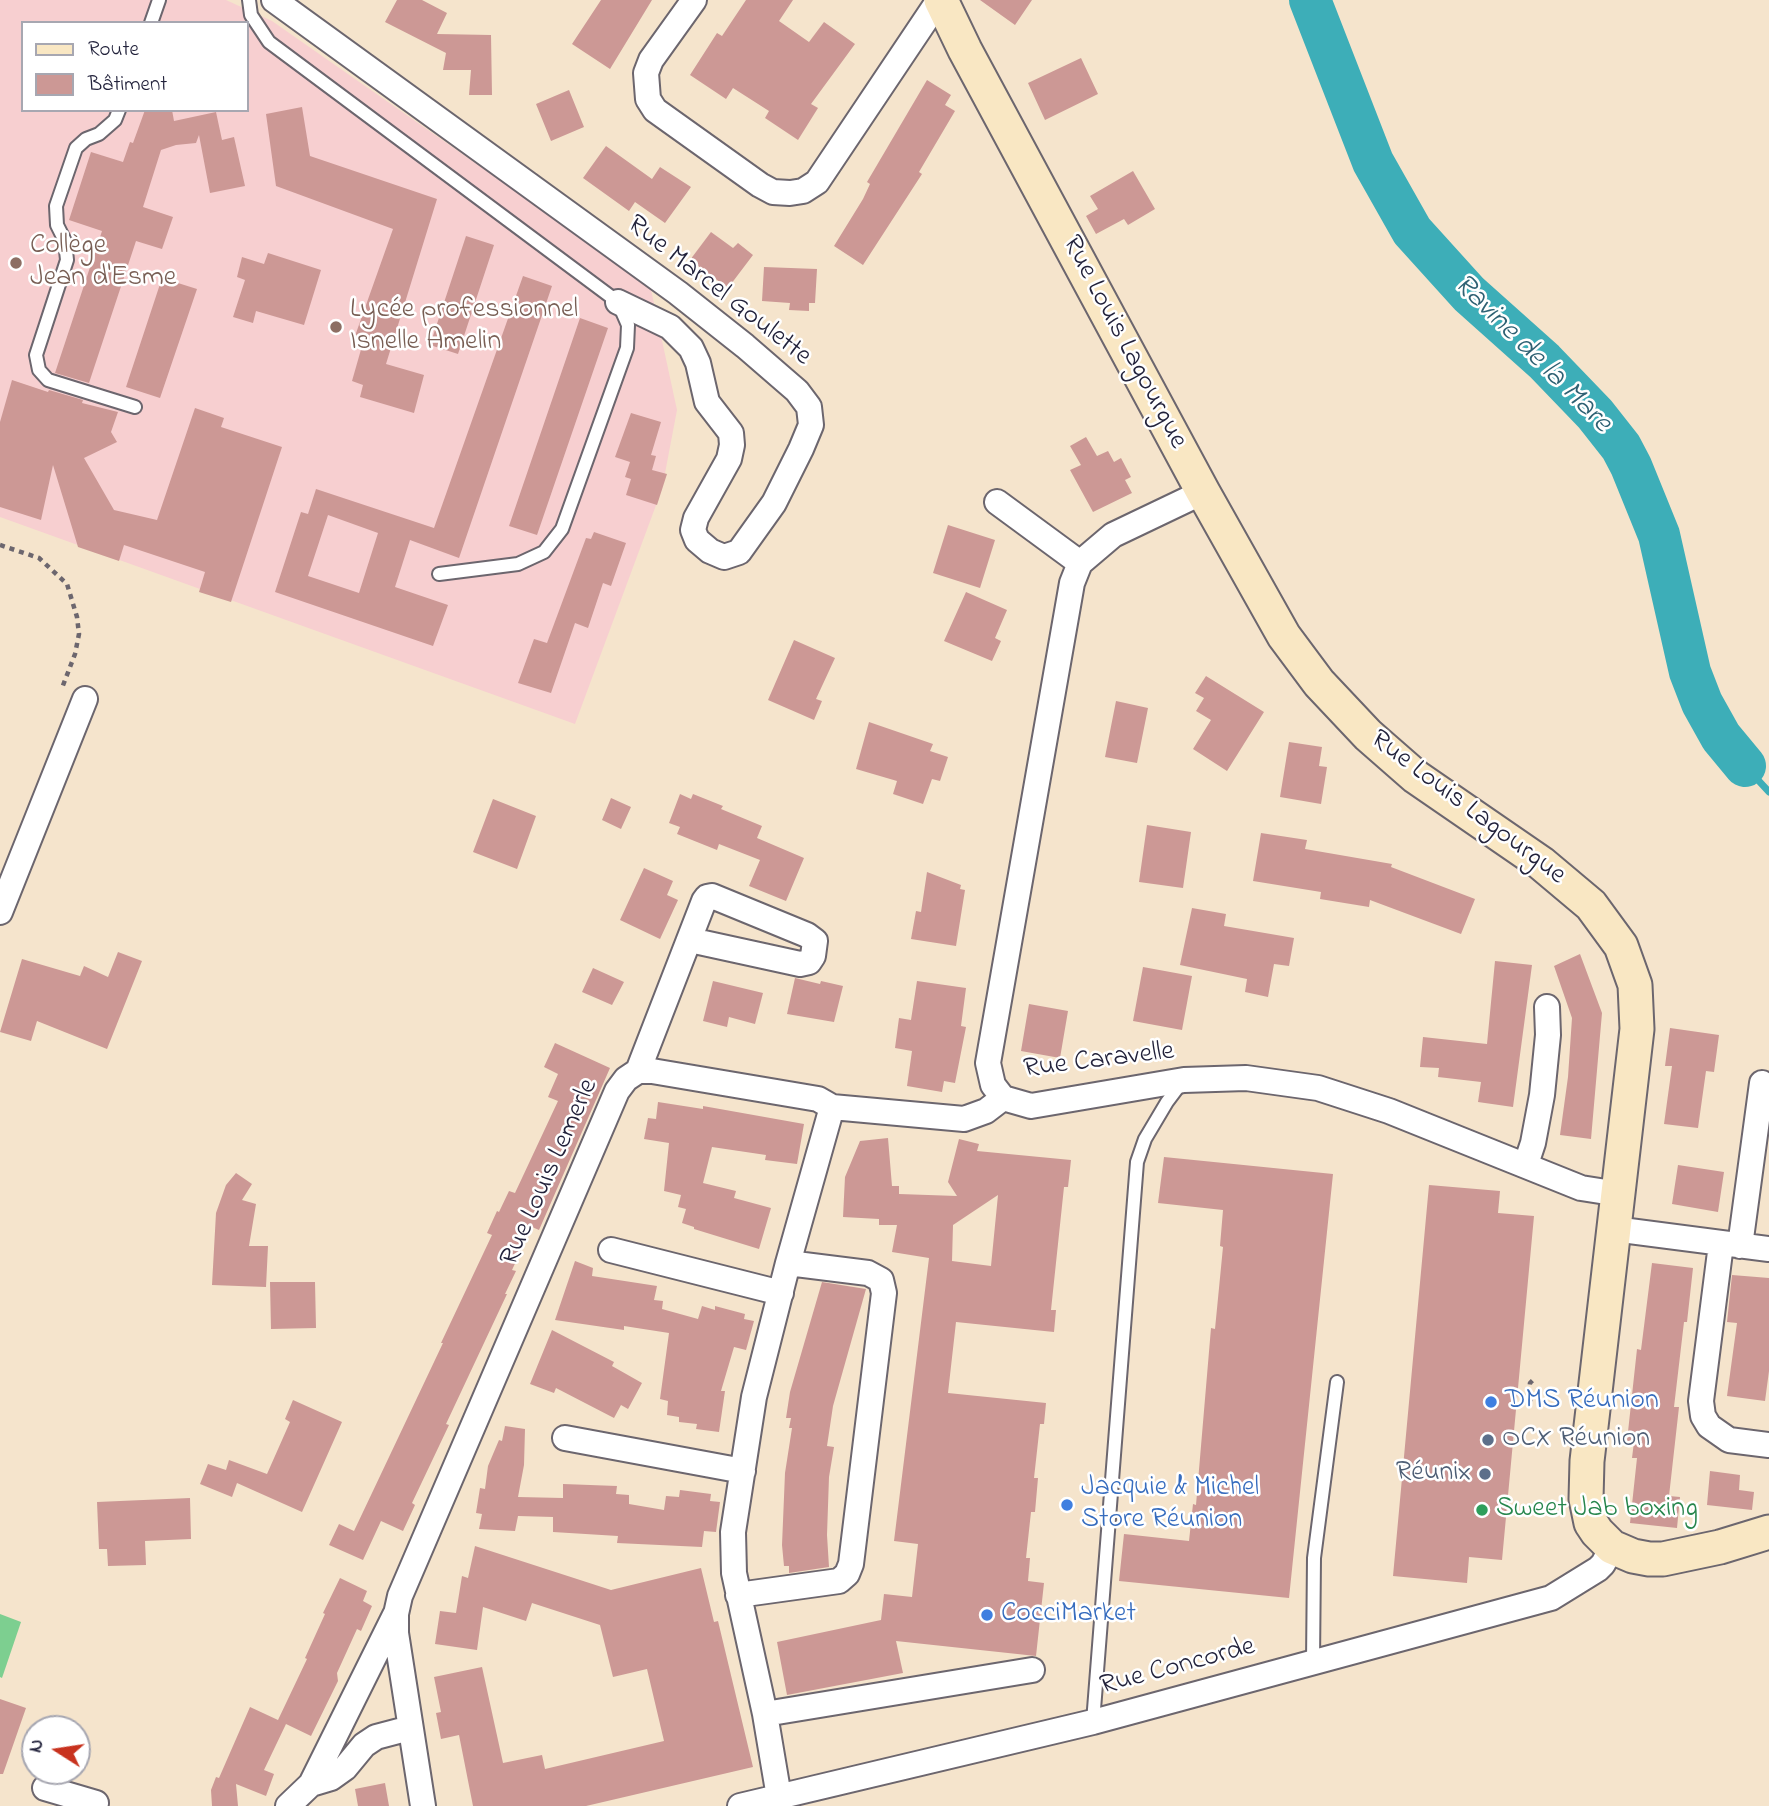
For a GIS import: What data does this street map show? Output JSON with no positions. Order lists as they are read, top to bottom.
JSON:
{
  "streets": {
    "main road": ["Rue Louis Lagourgue"],
    "street": [
      "Rue Marcel Goulette",
      "Rue Caravelle",
      "Rue Louis Lemerle",
      "Rue Concorde"
    ]
  },
  "crossings": [
    ["Rue Louis Lagourgue", "Rue Caravelle"],
    ["Rue Louis Lagourgue", "Rue Concorde"],
    ["Rue Caravelle", "Rue Louis Lemerle"]
  ],
  "water": ["Ravine de la Mare"],
  "places": [
    "Collège Jean d'Esme",
    "Lycée professionnel Isnelle Amelin",
    "DMS Réunion",
    "OCX Réunion",
    "Réunix",
    "Jacquie & Michel Store Réunion",
    "Sweet Jab boxing",
    "CocciMarket"
  ],
  "legend": ["Route", "Bâtiment"],
  "north": "left"
}
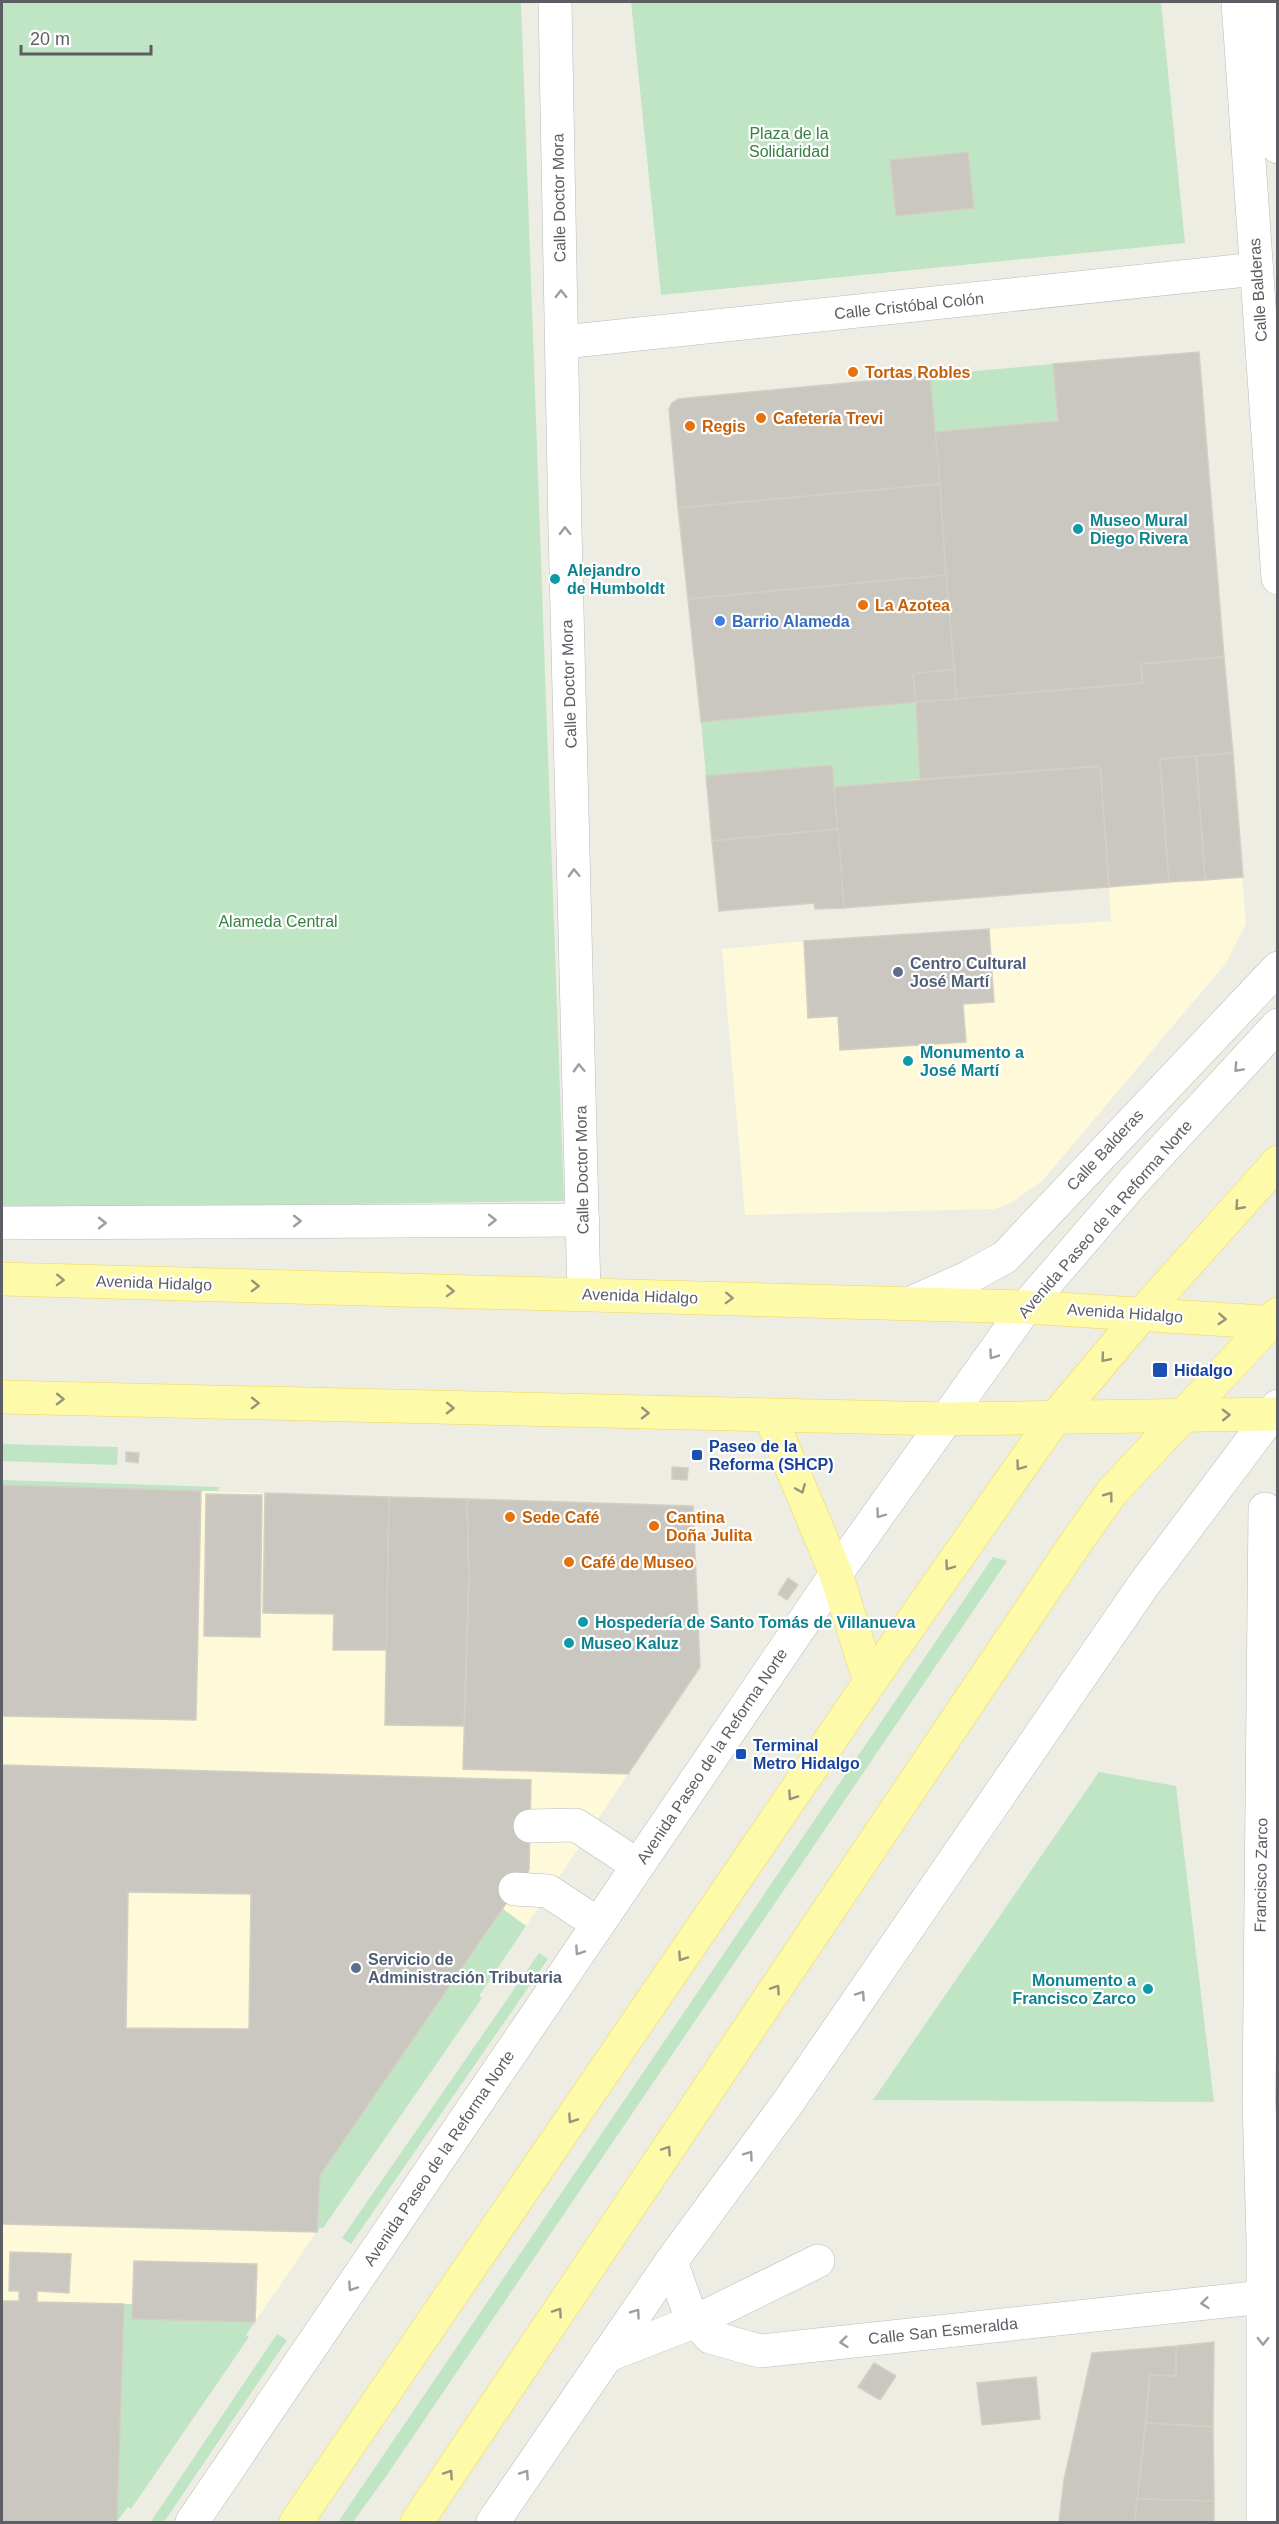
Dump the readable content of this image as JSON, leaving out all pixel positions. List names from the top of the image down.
{
  "streets": {
    "main road": ["Avenida Hidalgo"],
    "street": [
      "Calle Doctor Mora",
      "Calle Balderas",
      "Calle Cristóbal Colón",
      "Avenida Paseo de la Reforma Norte",
      "Francisco Zarco",
      "Calle San Esmeralda"
    ]
  },
  "crossings": [
    ["Calle Doctor Mora", "Calle Cristóbal Colón"],
    ["Calle Doctor Mora", "Avenida Hidalgo"],
    ["Calle Balderas", "Calle Cristóbal Colón"],
    ["Calle Balderas", "Avenida Hidalgo"],
    ["Avenida Paseo de la Reforma Norte", "Avenida Hidalgo"],
    ["Francisco Zarco", "Calle San Esmeralda"]
  ],
  "one_way": ["Calle Doctor Mora", "Calle San Esmeralda"],
  "parks": ["Plaza de la Solidaridad", "Alameda Central"],
  "places": {
    "other": [
      "Tortas Robles",
      "Cafetería Trevi",
      "Regis",
      "Museo Mural Diego Rivera",
      "Alejandro de Humboldt",
      "La Azotea",
      "Barrio Alameda",
      "Centro Cultural José Martí",
      "Monumento a José Martí",
      "Sede Café",
      "Cantina Doña Julita",
      "Café de Museo",
      "Hospedería de Santo Tomás de Villanueva",
      "Museo Kaluz",
      "Servicio de Administración Tributaria",
      "Monumento a Francisco Zarco"
    ],
    "transit": ["Hidalgo", "Paseo de la Reforma (SHCP)", "Terminal Metro Hidalgo"]
  },
  "scale_bar": "20 m"
}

§ Exercise aim
Exclude every picture, then reproduce the remaining data character for character.

§ Exercise solution
For a GIS import: What data does this street map show? Output JSON with no positions. Order lists as they are read, top to bottom.
JSON:
{
  "streets": {
    "main road": ["Rue Louis Lagourgue"],
    "street": [
      "Rue Marcel Goulette",
      "Rue Caravelle",
      "Rue Louis Lemerle",
      "Rue Concorde"
    ]
  },
  "crossings": [
    ["Rue Louis Lagourgue", "Rue Caravelle"],
    ["Rue Louis Lagourgue", "Rue Concorde"],
    ["Rue Caravelle", "Rue Louis Lemerle"]
  ],
  "water": ["Ravine de la Mare"],
  "places": [
    "Collège Jean d'Esme",
    "Lycée professionnel Isnelle Amelin",
    "DMS Réunion",
    "OCX Réunion",
    "Réunix",
    "Jacquie & Michel Store Réunion",
    "Sweet Jab boxing",
    "CocciMarket"
  ],
  "legend": ["Route", "Bâtiment"],
  "north": "left"
}
Dump the readable content of this image as JSON, leaving out all pixel positions. List names from the top of the image down.
{
  "streets": {
    "main road": ["Avenida Hidalgo"],
    "street": [
      "Calle Doctor Mora",
      "Calle Balderas",
      "Calle Cristóbal Colón",
      "Avenida Paseo de la Reforma Norte",
      "Francisco Zarco",
      "Calle San Esmeralda"
    ]
  },
  "crossings": [
    ["Calle Doctor Mora", "Calle Cristóbal Colón"],
    ["Calle Doctor Mora", "Avenida Hidalgo"],
    ["Calle Balderas", "Calle Cristóbal Colón"],
    ["Calle Balderas", "Avenida Hidalgo"],
    ["Avenida Paseo de la Reforma Norte", "Avenida Hidalgo"],
    ["Francisco Zarco", "Calle San Esmeralda"]
  ],
  "one_way": ["Calle Doctor Mora", "Calle San Esmeralda"],
  "parks": ["Plaza de la Solidaridad", "Alameda Central"],
  "places": {
    "other": [
      "Tortas Robles",
      "Cafetería Trevi",
      "Regis",
      "Museo Mural Diego Rivera",
      "Alejandro de Humboldt",
      "La Azotea",
      "Barrio Alameda",
      "Centro Cultural José Martí",
      "Monumento a José Martí",
      "Sede Café",
      "Cantina Doña Julita",
      "Café de Museo",
      "Hospedería de Santo Tomás de Villanueva",
      "Museo Kaluz",
      "Servicio de Administración Tributaria",
      "Monumento a Francisco Zarco"
    ],
    "transit": ["Hidalgo", "Paseo de la Reforma (SHCP)", "Terminal Metro Hidalgo"]
  },
  "scale_bar": "20 m"
}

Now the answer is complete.